Em 9 de março de 2010, sua alma retornou ao Criador, e um destacamento do 11° Grupo de Artilharia de Campanha da Vila Militar, o mesmo que conquistou Montese,  prestou as honras fúnebres no Cemitério Comunal Israelita do Caju, com a Banda de Música executando  a Canção da Artilharia, acompanhada pelos seus irmãos de armas presentes.


Salli combateu em dois grandes momentos da FEB, as tomadas de Monte Castelo ‒ sendo comandante de linha de fogo ‒ e de Montese, tendo sido levemente ferido nesta última, na arriscada posição de observador avançado.


Em 28 de abril de 1945, na Ofensiva da Primavera, a Bateria de Salli participou do cerco ao inimigo: a 148ª Divisão alemã, com todo seu material, canhões, tropa a cavalo e remanescentes da Divisão Panzer Grenadier e Bersaglieri Italia. O generais Otto Fretter Pico, nazista, e  Mario Carloni, fascista,  renderam-se aos brasileiros com 892 oficiais, 19.689 soldados, 80 canhões, 5 mil viaturas e 4 mil cavalos.


Na noite de 29 de abril, a Bateria de Salli capturou 900 prisioneiros, da pretensa raça superior ariana, devidamente guardados pela nossa tropa brasileira, que contava com negros, índios, nordestinos, mestiços, todos componentes do fantástico mosaico da sociedade igualitária brasileira, mas que os nazistas fanáticos classificariam como  untermentschn  ‒ sub-humanos ...  Uma enorme bandeira nazista foi trazida como troféu, estando hoje exposta no museu do Grupo Bandeirante.

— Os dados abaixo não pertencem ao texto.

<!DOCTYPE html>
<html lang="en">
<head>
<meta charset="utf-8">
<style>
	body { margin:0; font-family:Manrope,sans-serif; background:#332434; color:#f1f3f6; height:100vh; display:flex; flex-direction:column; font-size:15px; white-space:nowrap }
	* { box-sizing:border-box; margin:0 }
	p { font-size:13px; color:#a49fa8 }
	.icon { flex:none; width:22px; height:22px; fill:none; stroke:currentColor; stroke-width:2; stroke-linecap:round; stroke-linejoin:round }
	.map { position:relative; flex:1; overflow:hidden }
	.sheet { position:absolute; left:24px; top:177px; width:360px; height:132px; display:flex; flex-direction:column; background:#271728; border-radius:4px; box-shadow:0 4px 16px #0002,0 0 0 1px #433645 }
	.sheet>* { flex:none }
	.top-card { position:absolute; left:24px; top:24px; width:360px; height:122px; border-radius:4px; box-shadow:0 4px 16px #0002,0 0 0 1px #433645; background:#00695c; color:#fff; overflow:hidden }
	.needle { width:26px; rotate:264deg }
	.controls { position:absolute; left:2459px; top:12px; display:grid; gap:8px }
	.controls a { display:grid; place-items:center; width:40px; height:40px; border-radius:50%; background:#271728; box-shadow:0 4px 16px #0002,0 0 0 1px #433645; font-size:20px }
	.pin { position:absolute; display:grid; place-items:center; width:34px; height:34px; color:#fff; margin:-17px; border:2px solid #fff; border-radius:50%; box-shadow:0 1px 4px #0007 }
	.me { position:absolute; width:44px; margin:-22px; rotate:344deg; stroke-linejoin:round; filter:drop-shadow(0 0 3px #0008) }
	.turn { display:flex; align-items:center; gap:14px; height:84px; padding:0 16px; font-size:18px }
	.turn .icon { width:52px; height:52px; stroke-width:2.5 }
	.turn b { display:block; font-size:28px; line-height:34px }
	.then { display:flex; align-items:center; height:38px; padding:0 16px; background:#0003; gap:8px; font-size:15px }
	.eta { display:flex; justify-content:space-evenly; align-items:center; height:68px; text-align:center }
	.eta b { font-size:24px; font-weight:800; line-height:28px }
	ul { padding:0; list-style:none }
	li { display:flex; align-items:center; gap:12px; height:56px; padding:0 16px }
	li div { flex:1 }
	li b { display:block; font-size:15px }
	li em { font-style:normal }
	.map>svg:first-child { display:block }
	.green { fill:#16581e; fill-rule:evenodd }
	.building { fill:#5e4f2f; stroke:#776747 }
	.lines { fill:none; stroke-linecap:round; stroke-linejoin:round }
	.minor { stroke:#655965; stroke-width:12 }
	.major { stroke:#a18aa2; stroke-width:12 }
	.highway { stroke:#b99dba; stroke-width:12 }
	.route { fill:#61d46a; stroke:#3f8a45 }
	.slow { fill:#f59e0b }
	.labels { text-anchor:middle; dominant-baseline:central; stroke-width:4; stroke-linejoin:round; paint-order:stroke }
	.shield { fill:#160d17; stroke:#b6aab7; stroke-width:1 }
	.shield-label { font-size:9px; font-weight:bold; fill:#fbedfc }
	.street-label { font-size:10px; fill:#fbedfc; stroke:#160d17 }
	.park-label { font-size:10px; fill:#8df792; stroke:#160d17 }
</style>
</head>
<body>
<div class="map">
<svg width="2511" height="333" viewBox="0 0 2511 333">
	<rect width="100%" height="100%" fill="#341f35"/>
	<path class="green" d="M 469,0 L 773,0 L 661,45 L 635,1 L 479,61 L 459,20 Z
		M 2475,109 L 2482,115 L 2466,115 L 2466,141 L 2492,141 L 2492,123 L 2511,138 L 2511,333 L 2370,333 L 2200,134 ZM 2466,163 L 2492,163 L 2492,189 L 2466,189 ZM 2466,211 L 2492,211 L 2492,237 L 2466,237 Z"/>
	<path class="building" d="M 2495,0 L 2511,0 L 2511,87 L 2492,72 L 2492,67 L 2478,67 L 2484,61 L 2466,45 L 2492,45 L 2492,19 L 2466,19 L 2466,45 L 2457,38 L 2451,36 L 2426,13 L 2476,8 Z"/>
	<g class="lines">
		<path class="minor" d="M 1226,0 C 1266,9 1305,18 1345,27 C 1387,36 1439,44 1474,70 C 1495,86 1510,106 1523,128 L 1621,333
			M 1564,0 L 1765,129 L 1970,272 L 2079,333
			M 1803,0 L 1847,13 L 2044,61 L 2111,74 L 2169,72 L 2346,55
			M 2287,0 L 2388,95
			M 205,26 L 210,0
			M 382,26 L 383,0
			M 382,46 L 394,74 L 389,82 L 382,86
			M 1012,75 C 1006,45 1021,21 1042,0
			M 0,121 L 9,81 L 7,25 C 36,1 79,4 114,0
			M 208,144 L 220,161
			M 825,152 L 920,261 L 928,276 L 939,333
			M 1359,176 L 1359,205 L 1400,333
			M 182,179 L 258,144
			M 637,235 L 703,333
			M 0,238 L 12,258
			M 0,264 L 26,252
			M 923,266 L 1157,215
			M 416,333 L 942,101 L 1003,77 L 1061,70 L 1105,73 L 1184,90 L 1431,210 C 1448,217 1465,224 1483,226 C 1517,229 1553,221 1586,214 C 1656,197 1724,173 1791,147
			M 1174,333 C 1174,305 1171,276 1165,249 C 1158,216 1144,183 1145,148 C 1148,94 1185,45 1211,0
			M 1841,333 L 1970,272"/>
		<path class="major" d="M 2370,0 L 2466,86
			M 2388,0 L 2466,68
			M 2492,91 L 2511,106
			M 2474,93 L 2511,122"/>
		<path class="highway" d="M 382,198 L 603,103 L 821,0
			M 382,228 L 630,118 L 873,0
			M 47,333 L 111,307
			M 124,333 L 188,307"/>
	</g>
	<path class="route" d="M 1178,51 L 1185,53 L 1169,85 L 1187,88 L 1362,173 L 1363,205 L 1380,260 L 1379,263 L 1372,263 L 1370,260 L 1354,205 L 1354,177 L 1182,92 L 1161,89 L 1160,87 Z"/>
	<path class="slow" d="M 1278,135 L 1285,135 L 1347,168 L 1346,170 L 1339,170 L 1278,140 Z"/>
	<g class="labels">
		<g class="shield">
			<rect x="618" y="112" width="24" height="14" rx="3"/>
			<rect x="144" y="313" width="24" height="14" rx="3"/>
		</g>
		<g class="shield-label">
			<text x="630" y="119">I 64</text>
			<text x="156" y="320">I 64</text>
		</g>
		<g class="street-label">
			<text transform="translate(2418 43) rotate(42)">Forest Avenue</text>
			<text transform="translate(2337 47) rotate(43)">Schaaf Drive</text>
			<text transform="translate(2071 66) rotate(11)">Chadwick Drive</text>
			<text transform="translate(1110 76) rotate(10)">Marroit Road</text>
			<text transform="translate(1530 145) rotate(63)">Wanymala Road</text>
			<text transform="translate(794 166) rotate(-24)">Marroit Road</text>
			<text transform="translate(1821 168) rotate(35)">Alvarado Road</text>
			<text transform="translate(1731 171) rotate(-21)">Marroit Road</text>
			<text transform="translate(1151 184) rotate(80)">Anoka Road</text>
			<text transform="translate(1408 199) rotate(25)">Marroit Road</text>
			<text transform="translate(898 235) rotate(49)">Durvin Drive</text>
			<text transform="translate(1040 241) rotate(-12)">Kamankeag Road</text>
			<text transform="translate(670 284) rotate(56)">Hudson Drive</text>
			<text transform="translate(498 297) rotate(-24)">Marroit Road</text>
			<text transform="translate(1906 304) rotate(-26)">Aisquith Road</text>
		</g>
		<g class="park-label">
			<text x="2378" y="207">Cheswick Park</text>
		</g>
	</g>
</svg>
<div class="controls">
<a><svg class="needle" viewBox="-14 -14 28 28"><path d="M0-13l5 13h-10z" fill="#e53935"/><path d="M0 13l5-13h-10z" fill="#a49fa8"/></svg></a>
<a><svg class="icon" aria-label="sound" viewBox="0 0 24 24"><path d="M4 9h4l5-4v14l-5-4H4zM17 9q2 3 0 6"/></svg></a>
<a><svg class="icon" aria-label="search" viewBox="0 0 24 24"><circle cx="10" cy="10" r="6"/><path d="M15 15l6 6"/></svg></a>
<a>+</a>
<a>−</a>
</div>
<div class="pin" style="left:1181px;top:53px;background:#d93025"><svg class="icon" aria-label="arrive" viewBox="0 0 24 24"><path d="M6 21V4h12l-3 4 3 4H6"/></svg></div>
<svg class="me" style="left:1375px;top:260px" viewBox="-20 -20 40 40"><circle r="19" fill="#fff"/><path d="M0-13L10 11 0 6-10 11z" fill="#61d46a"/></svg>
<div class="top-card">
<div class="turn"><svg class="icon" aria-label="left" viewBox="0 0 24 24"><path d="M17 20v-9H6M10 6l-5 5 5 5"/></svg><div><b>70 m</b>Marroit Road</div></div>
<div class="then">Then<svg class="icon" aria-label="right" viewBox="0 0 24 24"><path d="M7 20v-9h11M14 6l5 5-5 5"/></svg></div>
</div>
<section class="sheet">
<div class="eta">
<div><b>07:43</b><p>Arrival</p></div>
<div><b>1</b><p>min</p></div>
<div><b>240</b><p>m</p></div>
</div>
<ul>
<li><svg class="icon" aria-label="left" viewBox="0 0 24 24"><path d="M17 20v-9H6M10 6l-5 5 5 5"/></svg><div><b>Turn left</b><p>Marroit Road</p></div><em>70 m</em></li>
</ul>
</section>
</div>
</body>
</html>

É nosso dever recordar aquela epopeia, a relevante contribuição brasileira ao esforço de guerra para derrotar o nazismo, enviando à Itália 25 mil soldados ‒ tarefa ainda hoje das mais difíceis e complexas ‒, bem como mantendo  bases no Nordeste, especialmente Natal – Parnamirim Field, o Trampolim da Vitória.


Salli partiu, mas sua memória permanece viva entre nós. Filho de imigrantes que se estabeleceram em Guaratinguetá-SP, teve dificuldades em ingressar na Escola Militar, devido à política germanófila do ministro da Guerra, general Dutra. Um amigo do pai conseguiu dar o famoso jeitinho brasileiro para contornar as barreiras antissemitas da época. Assim, Salli cursou a Escola Militar do Realengo, de onde se incorporou como voluntário à FEB como bravo soldado e correligionário, cujas tradições tanto honrou ao longo de uma carreira exemplar. 


Israel Blajberg é engenheiro e historiador militar.